If a picture appears, leave it out, and reproduce exactly the lines from the start of the listing below through the one bearing "0 #a8b8b2) drop-shadow(-2px".
______
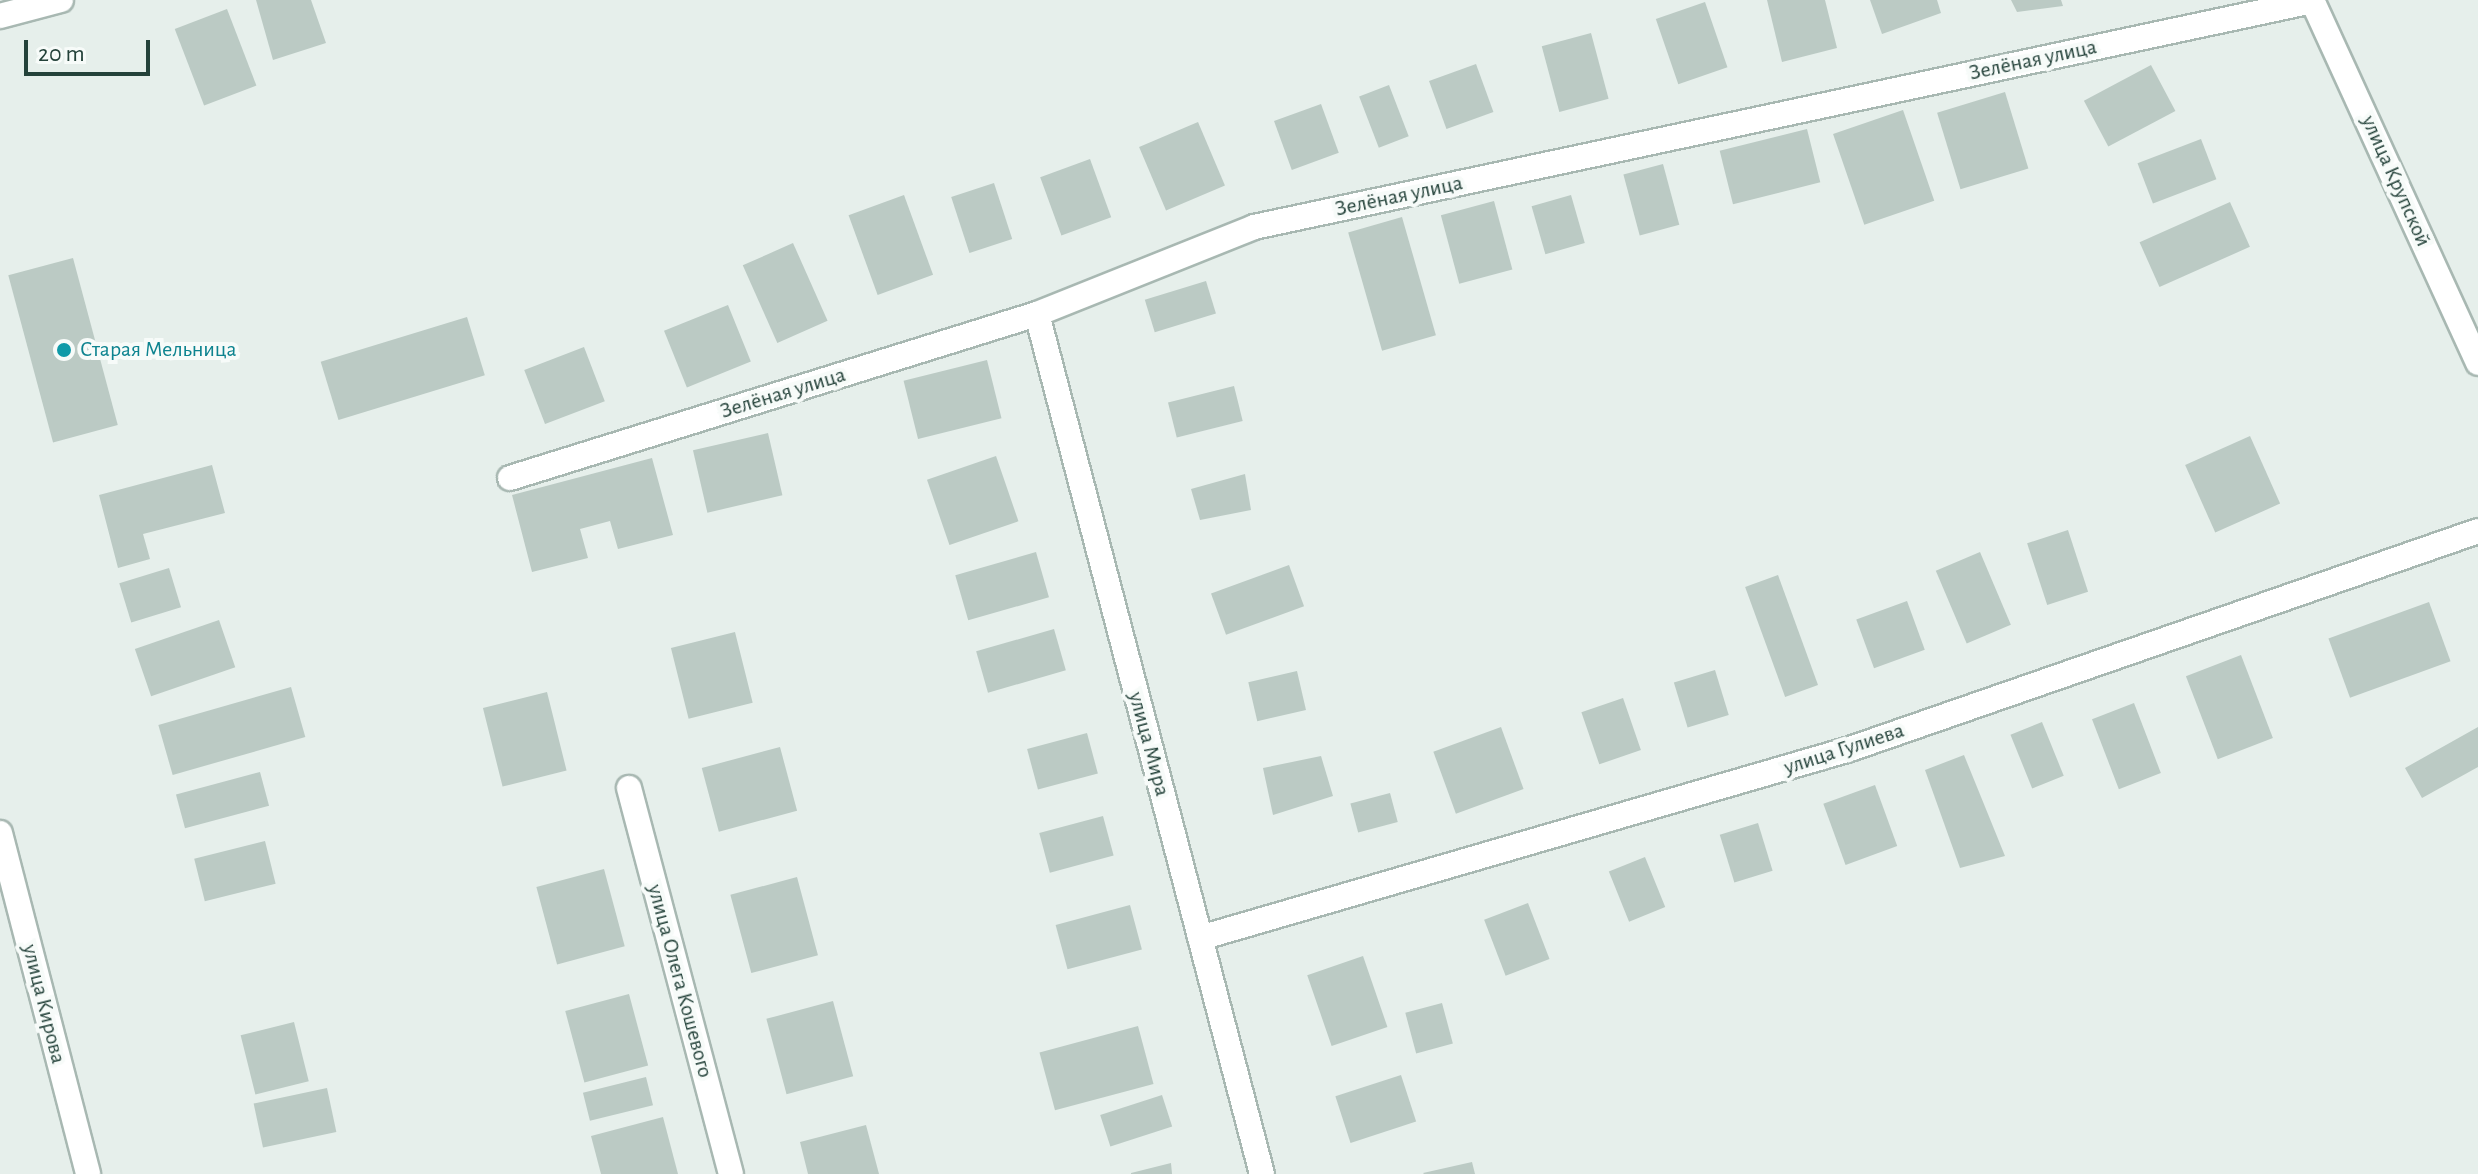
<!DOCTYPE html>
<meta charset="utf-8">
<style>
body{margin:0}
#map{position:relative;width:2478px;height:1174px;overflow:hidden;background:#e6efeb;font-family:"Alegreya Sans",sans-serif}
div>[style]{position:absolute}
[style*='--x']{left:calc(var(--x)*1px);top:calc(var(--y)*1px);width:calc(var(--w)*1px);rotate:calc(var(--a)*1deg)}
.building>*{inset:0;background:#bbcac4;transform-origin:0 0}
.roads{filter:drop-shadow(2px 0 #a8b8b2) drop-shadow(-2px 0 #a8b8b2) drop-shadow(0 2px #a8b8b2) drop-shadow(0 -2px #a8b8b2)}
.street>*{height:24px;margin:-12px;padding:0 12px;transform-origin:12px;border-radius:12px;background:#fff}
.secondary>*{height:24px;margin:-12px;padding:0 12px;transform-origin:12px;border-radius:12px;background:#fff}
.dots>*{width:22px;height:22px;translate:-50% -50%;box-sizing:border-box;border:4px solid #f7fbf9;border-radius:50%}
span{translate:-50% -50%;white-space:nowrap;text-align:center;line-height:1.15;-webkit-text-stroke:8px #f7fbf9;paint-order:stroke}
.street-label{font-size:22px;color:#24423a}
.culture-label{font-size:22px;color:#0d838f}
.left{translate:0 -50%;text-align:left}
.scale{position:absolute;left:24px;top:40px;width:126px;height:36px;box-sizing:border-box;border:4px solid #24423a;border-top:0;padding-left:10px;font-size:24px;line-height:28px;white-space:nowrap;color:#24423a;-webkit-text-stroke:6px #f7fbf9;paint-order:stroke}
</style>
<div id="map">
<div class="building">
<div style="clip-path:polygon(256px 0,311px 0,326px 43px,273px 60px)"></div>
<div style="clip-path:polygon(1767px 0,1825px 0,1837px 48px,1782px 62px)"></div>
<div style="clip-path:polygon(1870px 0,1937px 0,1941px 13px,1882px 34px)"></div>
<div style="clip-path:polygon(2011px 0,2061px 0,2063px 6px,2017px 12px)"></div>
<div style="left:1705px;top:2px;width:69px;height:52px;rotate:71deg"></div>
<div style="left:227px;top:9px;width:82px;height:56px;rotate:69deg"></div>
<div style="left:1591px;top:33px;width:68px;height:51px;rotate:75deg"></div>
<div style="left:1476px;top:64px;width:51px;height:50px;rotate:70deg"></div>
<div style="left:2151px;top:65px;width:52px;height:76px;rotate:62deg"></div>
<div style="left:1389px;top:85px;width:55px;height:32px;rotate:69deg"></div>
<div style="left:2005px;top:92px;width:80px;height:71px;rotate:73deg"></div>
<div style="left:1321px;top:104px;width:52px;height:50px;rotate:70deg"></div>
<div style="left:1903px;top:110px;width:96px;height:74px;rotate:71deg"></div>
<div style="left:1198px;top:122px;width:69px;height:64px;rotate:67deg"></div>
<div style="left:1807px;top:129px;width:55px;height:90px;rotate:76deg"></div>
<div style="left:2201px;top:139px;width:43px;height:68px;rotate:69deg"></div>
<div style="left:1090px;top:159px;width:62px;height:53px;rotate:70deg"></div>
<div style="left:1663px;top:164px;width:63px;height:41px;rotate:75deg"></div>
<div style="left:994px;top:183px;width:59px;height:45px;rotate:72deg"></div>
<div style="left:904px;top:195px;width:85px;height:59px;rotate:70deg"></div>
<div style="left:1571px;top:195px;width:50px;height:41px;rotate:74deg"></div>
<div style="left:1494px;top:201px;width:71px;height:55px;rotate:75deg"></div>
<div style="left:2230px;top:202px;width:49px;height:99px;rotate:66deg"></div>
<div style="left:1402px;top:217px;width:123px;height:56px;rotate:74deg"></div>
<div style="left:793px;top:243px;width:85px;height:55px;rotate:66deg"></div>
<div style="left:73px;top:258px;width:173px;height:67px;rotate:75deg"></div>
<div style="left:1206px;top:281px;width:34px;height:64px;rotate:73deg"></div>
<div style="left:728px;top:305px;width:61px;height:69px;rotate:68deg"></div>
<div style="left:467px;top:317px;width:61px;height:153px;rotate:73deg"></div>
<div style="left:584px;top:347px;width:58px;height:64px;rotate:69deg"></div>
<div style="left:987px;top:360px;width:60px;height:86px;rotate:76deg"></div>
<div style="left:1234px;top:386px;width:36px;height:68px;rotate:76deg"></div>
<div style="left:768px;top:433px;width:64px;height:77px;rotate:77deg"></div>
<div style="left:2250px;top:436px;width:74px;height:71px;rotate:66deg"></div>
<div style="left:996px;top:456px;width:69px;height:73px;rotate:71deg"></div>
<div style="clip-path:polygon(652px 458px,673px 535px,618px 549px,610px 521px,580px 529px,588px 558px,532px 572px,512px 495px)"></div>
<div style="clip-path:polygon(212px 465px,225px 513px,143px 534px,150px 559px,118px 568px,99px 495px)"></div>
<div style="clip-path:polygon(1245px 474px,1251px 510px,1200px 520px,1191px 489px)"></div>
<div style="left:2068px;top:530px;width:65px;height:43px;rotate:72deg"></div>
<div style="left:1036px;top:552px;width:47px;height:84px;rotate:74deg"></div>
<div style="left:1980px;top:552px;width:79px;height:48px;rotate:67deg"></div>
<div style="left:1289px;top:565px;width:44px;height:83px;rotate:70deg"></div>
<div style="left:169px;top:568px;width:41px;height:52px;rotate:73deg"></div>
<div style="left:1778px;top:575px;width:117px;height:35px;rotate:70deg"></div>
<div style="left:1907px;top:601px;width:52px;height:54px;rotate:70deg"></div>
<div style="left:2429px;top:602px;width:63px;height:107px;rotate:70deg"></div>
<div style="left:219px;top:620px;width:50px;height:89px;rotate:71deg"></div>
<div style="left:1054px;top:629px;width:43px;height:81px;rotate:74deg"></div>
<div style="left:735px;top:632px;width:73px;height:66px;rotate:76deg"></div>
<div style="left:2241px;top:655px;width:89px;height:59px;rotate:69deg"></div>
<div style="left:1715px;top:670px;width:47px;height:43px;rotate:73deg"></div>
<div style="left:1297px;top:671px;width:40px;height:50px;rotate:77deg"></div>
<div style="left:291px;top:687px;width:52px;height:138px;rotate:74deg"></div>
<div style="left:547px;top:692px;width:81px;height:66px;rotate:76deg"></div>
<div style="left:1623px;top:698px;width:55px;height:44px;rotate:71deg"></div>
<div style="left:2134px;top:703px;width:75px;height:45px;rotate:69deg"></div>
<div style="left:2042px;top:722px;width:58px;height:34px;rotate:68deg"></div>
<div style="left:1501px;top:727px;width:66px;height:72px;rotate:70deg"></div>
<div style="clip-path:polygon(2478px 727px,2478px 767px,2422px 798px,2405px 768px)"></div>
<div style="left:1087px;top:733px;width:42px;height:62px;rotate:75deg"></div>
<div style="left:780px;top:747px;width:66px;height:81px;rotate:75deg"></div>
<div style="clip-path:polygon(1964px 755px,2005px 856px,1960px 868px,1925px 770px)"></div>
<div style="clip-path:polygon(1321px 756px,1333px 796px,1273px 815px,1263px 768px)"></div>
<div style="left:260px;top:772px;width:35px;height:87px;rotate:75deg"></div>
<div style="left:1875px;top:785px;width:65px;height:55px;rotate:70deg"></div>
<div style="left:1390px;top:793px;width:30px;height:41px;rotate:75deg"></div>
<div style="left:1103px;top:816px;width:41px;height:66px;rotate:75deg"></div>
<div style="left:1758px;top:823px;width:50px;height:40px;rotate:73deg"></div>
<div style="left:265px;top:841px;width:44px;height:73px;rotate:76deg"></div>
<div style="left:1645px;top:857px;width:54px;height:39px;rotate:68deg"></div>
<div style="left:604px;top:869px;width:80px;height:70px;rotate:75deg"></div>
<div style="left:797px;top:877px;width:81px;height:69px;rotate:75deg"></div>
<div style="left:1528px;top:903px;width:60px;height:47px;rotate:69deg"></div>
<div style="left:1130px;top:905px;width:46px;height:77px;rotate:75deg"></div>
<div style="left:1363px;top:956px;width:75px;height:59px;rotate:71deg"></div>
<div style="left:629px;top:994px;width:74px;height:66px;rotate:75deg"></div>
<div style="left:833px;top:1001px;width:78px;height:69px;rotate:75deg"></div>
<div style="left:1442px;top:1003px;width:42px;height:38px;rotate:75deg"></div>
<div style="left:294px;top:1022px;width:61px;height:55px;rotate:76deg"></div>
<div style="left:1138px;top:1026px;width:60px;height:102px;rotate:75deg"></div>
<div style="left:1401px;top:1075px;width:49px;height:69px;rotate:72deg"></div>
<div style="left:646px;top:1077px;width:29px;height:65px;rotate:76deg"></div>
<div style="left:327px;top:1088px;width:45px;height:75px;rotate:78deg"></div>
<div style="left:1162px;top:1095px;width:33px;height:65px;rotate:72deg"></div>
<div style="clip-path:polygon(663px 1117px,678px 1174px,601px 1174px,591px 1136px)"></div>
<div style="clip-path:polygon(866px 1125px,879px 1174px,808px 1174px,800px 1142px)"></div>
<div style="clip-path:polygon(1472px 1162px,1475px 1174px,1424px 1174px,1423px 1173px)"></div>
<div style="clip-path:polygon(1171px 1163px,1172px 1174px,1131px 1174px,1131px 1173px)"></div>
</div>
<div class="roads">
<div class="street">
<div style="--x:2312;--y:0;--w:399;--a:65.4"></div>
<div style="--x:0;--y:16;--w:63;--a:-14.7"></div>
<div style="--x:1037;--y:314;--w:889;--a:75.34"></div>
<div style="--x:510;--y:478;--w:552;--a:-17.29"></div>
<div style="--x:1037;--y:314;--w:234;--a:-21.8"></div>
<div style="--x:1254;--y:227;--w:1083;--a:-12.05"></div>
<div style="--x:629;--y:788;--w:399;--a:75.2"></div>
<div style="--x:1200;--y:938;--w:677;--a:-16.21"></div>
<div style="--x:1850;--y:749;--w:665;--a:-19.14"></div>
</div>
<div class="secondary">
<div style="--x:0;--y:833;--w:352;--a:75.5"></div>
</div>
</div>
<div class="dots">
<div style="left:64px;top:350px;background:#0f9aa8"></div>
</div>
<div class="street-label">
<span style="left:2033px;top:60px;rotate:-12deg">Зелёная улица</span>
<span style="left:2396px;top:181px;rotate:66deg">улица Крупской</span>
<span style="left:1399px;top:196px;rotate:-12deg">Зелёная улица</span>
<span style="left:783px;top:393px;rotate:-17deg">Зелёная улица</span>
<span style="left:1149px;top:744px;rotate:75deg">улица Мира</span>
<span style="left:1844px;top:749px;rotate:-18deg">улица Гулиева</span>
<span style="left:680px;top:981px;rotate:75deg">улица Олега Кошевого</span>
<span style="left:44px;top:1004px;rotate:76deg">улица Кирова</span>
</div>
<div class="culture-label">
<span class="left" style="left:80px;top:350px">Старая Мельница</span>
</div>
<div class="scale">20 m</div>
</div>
______
→ Answer section
<!DOCTYPE html>
<meta charset="utf-8">
<style>
body{margin:0}
#map{position:relative;width:2478px;height:1174px;overflow:hidden;background:#e6efeb;font-family:"Alegreya Sans",sans-serif}
div>[style]{position:absolute}
[style*='--x']{left:calc(var(--x)*1px);top:calc(var(--y)*1px);width:calc(var(--w)*1px);rotate:calc(var(--a)*1deg)}
.building>*{inset:0;background:#bbcac4;transform-origin:0 0}
.roads{filter:drop-shadow(2px 0 #a8b8b2) drop-shadow(-2px 0 #a8b8b2) drop-shadow(0 2px #a8b8b2) drop-shadow(0 -2px #a8b8b2)}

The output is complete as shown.